# Problem to solve
Copy every line below that has the word "rows" in it.

*** Opening Listed entries ***

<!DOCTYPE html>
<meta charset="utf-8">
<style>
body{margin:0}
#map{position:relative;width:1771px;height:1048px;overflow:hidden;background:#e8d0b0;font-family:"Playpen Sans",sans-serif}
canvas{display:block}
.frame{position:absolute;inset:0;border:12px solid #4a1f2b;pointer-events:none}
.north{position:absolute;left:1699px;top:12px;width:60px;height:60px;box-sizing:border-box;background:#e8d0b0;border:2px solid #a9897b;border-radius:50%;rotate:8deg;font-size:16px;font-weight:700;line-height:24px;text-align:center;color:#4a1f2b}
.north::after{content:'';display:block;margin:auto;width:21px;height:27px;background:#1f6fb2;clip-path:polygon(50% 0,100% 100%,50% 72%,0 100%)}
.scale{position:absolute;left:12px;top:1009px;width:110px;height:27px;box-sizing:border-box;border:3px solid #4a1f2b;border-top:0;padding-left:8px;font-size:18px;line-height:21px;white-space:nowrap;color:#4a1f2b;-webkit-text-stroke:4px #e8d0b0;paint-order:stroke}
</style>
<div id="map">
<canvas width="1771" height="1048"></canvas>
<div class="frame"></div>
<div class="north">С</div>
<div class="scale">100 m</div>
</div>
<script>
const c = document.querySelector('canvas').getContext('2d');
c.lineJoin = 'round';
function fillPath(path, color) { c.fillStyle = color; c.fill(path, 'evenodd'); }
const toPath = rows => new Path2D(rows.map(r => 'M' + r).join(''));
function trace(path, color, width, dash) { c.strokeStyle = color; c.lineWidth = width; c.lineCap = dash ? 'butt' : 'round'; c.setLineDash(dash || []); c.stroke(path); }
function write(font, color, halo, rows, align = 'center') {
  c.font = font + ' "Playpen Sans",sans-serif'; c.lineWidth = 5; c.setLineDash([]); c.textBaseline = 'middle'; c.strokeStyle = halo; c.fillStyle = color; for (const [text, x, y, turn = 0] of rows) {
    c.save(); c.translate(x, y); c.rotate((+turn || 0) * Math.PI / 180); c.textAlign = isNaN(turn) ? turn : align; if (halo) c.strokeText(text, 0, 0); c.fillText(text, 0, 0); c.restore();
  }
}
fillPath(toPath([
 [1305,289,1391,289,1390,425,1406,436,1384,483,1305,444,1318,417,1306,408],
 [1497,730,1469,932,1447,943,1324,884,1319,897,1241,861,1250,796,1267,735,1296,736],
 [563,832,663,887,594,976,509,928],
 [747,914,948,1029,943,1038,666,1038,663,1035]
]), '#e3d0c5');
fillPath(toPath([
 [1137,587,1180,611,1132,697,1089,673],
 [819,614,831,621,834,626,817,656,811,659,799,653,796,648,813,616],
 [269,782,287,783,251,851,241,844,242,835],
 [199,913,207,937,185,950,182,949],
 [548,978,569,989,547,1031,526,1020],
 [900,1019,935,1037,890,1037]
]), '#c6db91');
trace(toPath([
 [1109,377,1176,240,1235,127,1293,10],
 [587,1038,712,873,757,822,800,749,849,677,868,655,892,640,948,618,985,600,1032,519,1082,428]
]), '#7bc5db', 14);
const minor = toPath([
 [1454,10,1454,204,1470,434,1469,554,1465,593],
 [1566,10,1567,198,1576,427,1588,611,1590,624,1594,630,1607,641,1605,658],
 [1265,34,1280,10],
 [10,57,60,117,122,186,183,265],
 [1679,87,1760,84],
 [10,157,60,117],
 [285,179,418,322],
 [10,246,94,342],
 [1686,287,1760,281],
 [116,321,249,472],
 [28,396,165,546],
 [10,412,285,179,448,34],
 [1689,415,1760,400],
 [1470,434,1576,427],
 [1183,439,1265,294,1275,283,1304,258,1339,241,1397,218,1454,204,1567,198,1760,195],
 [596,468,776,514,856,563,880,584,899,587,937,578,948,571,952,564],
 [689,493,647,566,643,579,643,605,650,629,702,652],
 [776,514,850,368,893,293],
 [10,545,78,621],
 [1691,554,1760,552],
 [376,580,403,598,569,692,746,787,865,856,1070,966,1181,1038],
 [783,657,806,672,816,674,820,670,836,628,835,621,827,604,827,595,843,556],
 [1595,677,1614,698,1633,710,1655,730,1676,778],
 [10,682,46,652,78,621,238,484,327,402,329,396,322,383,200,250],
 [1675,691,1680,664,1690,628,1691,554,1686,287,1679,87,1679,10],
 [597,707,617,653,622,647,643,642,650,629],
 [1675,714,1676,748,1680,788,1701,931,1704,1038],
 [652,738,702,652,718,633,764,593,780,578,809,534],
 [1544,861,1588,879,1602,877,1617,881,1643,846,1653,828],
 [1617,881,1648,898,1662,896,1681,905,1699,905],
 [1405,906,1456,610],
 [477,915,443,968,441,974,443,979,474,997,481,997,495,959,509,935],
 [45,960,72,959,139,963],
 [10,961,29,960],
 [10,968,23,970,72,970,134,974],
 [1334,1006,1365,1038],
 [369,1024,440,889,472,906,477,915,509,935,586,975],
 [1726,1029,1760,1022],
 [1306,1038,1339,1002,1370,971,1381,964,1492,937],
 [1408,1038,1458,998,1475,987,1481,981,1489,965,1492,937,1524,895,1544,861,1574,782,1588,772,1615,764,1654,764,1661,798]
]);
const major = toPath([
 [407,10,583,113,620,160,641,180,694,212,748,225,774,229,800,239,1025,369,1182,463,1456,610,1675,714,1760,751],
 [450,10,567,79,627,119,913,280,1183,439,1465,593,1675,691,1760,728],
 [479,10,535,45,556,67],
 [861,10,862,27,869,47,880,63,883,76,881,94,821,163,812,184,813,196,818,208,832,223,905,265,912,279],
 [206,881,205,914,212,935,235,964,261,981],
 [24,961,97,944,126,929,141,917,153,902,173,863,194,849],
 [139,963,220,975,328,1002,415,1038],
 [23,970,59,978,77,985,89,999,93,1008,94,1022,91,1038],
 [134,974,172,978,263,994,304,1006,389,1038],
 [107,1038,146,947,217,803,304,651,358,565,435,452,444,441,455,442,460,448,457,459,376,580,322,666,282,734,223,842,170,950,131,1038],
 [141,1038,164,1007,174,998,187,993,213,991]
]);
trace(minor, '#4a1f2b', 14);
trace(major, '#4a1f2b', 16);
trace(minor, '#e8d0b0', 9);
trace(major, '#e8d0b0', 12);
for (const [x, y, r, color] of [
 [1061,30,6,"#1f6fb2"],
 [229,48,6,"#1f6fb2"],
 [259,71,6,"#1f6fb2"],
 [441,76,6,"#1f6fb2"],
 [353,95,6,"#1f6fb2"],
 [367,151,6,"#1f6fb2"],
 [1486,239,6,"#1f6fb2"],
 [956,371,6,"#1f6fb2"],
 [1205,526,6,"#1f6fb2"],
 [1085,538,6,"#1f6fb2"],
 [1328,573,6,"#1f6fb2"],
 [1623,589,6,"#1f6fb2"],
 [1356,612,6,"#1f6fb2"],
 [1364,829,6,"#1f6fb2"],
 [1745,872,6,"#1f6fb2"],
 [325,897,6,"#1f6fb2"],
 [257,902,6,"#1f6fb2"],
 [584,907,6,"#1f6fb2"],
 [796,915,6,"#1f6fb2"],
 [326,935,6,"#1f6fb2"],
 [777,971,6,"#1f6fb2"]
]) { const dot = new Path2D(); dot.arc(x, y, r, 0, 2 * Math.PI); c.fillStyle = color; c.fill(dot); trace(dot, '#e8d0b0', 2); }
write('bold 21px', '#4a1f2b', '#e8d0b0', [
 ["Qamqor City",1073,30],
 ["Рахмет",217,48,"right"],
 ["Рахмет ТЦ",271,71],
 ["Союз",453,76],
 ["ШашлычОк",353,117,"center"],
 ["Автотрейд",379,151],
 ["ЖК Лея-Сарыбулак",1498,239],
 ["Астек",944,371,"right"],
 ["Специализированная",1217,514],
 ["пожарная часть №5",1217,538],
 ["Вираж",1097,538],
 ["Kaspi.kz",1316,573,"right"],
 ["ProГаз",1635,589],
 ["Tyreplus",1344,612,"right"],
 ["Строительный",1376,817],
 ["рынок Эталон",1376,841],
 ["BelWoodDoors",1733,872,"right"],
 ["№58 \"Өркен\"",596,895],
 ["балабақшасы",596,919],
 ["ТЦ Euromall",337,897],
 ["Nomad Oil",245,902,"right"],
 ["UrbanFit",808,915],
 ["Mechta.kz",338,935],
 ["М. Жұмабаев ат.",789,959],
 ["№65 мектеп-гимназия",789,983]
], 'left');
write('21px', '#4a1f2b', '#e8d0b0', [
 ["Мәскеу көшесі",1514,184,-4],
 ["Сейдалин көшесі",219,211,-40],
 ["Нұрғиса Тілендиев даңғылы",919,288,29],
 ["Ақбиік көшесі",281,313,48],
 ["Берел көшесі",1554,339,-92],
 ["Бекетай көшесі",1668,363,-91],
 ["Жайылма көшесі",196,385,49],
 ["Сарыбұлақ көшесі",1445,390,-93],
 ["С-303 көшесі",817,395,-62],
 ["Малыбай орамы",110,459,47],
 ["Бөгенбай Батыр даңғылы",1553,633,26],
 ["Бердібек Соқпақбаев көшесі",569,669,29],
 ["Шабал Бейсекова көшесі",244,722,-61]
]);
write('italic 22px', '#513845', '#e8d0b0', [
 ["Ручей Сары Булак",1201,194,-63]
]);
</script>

*** Closing Listed entries ***

# Answer to this task
const toPath = rows => new Path2D(rows.map(r => 'M' + r).join(''));
function write(font, color, halo, rows, align = 'center') {
  c.font = font + ' "Playpen Sans",sans-serif'; c.lineWidth = 5; c.setLineDash([]); c.textBaseline = 'middle'; c.strokeStyle = halo; c.fillStyle = color; for (const [text, x, y, turn = 0] of rows) {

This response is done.